Shearin recommends veterinary students gain research experience to help enrich their understanding of both medical theory and practice.
“Research experience helps you in everything you do,” Shearin said. “That kind of very scientific, critical thinking helps you understand the demands of a research publication versus a case study report. It helps with your understanding of veterinary medicine and how we think about evidence-based medicine. Being able to really critically evaluate the evidence helps veterinarians overall.”
JESSICA BERTOUT
‘I learned how broad the opportunities are’
Early experience with comparative oncology leads to entrepreneurial thinking for biotech-minded veterinarian, dog-lover
In precision medicine, scientists identify approaches that lead to the most effective treatment by devices and drugs for a given patient. That means working through a number of iterations before zeroing-in on a promising path.

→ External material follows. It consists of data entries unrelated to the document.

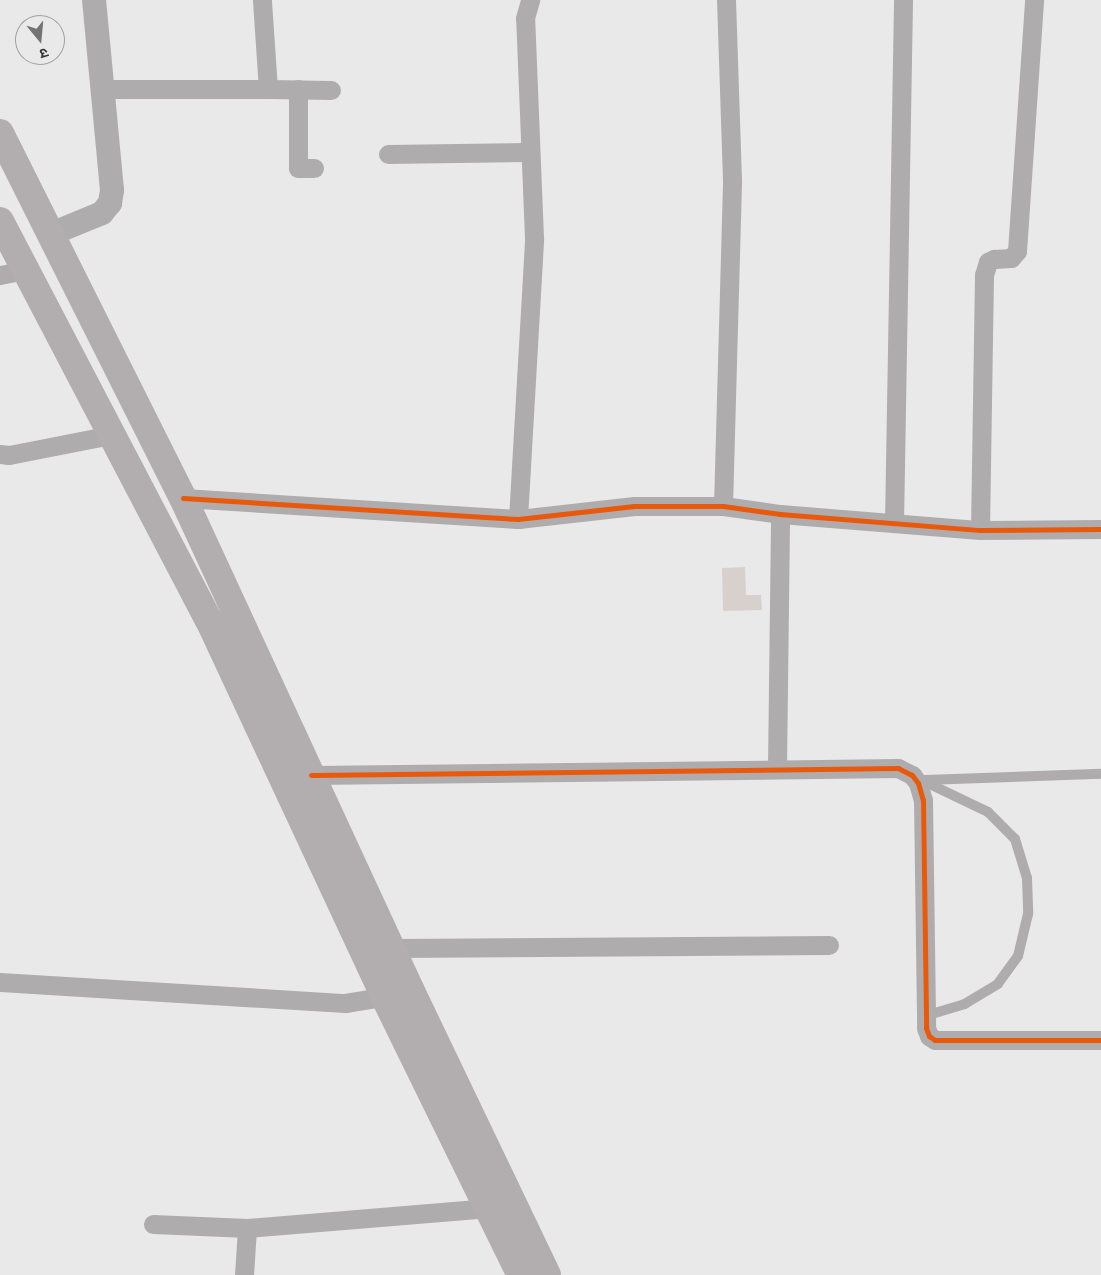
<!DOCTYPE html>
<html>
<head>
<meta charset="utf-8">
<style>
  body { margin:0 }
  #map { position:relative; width:1101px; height:1275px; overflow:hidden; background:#e9e9ea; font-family:Manrope,"Noto Sans Devanagari",sans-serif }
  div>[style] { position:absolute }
  .building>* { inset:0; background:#d8d0cd }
  .service>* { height:10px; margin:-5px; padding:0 5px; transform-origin:5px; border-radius:5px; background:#afacae }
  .minor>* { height:19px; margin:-9.5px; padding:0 9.5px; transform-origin:9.5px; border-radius:9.5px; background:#afacae }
  .tertiary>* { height:24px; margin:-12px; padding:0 12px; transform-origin:12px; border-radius:12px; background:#afacae }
  .primary>* { height:28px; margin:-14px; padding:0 14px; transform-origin:14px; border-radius:14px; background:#b2aeb0 }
  .cycleway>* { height:5px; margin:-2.5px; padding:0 2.5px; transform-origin:2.5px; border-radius:2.5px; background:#e8590c }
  span { translate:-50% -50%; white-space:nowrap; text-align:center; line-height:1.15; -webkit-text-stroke:4px #e9e9ea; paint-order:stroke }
  .north { position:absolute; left:15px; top:15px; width:50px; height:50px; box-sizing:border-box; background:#e9e9ea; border:1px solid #a1a1a1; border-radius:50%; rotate:163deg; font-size:14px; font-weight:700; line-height:20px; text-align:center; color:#343434 }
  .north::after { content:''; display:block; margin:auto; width:18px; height:22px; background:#737374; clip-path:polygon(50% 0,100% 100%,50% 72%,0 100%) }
</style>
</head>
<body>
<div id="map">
  <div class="building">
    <i style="clip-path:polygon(745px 567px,746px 595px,761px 595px,762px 610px,723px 611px,722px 568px)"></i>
  </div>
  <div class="service">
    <i style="left:915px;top:777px;width:81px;rotate:25.6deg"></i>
    <i style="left:988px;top:812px;width:38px;rotate:45deg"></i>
    <i style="left:1015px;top:839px;width:41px;rotate:72.9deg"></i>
    <i style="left:1027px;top:878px;width:36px;rotate:88deg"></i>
    <i style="left:1028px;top:914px;width:43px;rotate:103.4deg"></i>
    <i style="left:1018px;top:956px;width:34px;rotate:126deg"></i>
    <i style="left:998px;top:984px;width:39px;rotate:149deg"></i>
    <i style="left:965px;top:1004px;width:42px;rotate:163.3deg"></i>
    <i style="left:925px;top:780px;width:176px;rotate:-2deg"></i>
  </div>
  <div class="minor">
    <i style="left:104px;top:89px;width:164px"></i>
    <i style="left:268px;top:89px;width:89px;rotate:-93.9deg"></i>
    <i style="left:268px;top:89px;width:63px;rotate:0.9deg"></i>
    <i style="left:298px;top:89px;width:79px;rotate:90deg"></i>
    <i style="left:298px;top:168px;width:16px"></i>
    <i style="left:388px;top:154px;width:142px;rotate:-0.8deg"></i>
    <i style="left:0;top:275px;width:25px;rotate:-11deg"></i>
    <i style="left:0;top:454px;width:9px;rotate:6deg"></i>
    <i style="left:9px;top:455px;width:104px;rotate:-11.1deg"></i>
    <i style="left:183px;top:498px;width:336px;rotate:3.6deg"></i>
    <i style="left:518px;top:519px;width:117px;rotate:-6.4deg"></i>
    <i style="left:634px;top:506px;width:89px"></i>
    <i style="left:723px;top:506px;width:58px;rotate:8deg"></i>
    <i style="left:780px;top:514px;width:201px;rotate:4.6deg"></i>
    <i style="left:980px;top:530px;width:121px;rotate:-0.5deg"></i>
    <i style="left:723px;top:506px;width:326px;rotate:-88.4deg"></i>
    <i style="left:732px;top:180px;width:180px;rotate:-91.9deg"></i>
    <i style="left:518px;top:519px;width:281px;rotate:-86.7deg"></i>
    <i style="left:534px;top:238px;width:220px;rotate:-92.3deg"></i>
    <i style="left:525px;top:18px;width:19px;rotate:-74deg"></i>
    <i style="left:894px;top:523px;width:523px;rotate:-89.01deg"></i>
    <i style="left:980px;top:530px;width:255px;rotate:-89.1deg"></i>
    <i style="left:984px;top:275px;width:14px;rotate:-73deg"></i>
    <i style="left:988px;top:262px;width:7px;rotate:-27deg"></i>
    <i style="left:994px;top:259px;width:17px;rotate:-3deg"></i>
    <i style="left:1011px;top:258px;width:9px;rotate:-49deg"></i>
    <i style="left:1017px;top:251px;width:252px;rotate:-86.1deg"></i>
    <i style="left:777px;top:768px;width:254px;rotate:-89.3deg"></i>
    <i style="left:311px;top:775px;width:587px;rotate:-0.68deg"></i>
    <i style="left:898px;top:768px;width:16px;rotate:27deg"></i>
    <i style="left:912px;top:775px;width:10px;rotate:53deg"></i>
    <i style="left:918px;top:783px;width:18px;rotate:74deg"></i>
    <i style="left:923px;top:800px;width:228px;rotate:89.2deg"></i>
    <i style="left:926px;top:1028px;width:9px;rotate:69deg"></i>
    <i style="left:929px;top:1036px;width:7px;rotate:34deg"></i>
    <i style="left:935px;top:1040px;width:166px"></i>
    <i style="left:391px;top:948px;width:438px;rotate:-0.4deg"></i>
    <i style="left:0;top:982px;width:346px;rotate:3.5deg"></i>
    <i style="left:345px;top:1003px;width:51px;rotate:-9.1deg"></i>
    <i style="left:153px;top:1224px;width:94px;rotate:2.4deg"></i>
    <i style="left:247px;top:1228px;width:243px;rotate:-4.7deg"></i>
    <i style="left:244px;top:1275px;width:47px;rotate:-86.3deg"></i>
  </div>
  <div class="tertiary">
    <i style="left:51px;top:234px;width:55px;rotate:-22.4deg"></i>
    <i style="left:102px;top:213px;width:13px;rotate:-51deg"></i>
    <i style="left:110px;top:203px;width:13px;rotate:-81deg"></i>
    <i style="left:112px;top:190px;width:191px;rotate:-95.4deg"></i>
  </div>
  <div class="primary">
    <i style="left:0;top:133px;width:408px;rotate:63.4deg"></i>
    <i style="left:183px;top:498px;width:543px;rotate:65.18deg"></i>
    <i style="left:411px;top:991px;width:315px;rotate:64.4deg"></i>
    <i style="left:0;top:221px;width:450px;rotate:62.4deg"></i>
    <i style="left:209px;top:620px;width:417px;rotate:65deg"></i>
    <i style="left:385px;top:998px;width:309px;rotate:63.9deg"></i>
  </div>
  <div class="cycleway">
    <i style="left:183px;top:498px;width:336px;rotate:3.6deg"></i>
    <i style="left:518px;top:519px;width:117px;rotate:-6.4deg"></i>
    <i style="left:634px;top:506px;width:89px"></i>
    <i style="left:723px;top:506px;width:58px;rotate:8deg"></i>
    <i style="left:780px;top:514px;width:201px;rotate:4.6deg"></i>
    <i style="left:980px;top:530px;width:121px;rotate:-0.5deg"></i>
    <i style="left:311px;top:775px;width:587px;rotate:-0.68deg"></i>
    <i style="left:898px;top:768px;width:16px;rotate:27deg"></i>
    <i style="left:912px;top:775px;width:10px;rotate:53deg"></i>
    <i style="left:918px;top:783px;width:18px;rotate:74deg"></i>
    <i style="left:923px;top:800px;width:228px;rotate:89.2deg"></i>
    <i style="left:926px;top:1028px;width:9px;rotate:69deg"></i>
    <i style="left:929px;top:1036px;width:7px;rotate:34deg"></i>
    <i style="left:935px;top:1040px;width:166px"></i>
  </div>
  <div class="north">उ</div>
</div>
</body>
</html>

Jessica Bertout has taken a similar journey to find her specific calling within the veterinary sciences. She worked through early hypotheses about her professional path before plotting her trajectory as a bioscience entrepreneur.
“I started veterinary school interested in equine reproduction, and I ended veterinary school very focused on small animal and human oncology,” said Bertout, director of clinical research at Presage Biosciences, Inc., a biotech company in Seattle.
Presage collaborates with pharmaceutical companies to help develop new drugs and drug combinations. The company assesses novel agents in human patients, largely through a device that allows micro-dose injection of up to eight different drugs directly into tumors. Subsequent analysis of tumor responses helps drug companies determine which drugs or drug combinations appear most effective. Bertout ran the company’s feasibility study in canine patients with cancer and is now managing its clinical trials in human patients with cancer.
“During my training in the VMD-PhD program at the University of Pennsylvania, there was an interesting transition,” Bertout said. “I started off interested in reproductive biology and endocrinology and then rotated through a lab that was focused on breast cancer research, where endocrinology and cancer research converge.”
Bertout grew increasingly interested in how cancer cells work and how best to fight cancer. She credits the overlapping experiences, as well as her mentors at Yale and UPenn, in broadening her perspective and building a career in oncology.
This year, Bertout is starting her own business, CASTR Alliance, based in the Seattle area. The name contains an acronym for Companion Animal Studies for Translational Research. The business, which she co-founded with fellow veterinarian Jim Perry, will manage studies in companion animals for pharmaceutical and biotech companies. The company’s goal is to run high-quality studies and translate the findings into new drugs and devices approvals for humans and/or animals.
“There’s a void in the Northwest when it comes to veterinary studies,” Bertout said. “If I take my dog to his veterinarian and ask about clinical trials, there are very few opportunities, in part because the nearest veterinary schools are quite far away, over a 4-hour drive from Seattle.
“There are lots of dogs and cats and dedicated owners in the Puget Sound area, in and around the greater Seattle area, and there are also many progressive, state-of-the-art, specialty vet practices, but there is just no entity that can really help these practices move clinical studies forward and manage them. CASTR Alliance plans to do just that and to help fill this gap.”
Bertout said she owes many of the fundamentals of her research skillset to her summer project as a Boehringer Ingelheim Veterinary Scholars recipient in 2003. Among many other things, she said, she learned how to prepare research proposals, presentations and study reports.
“All of those things are skills that I use every day,” Bertout said. “I learned how broad the opportunities are for veterinarians interested in research.”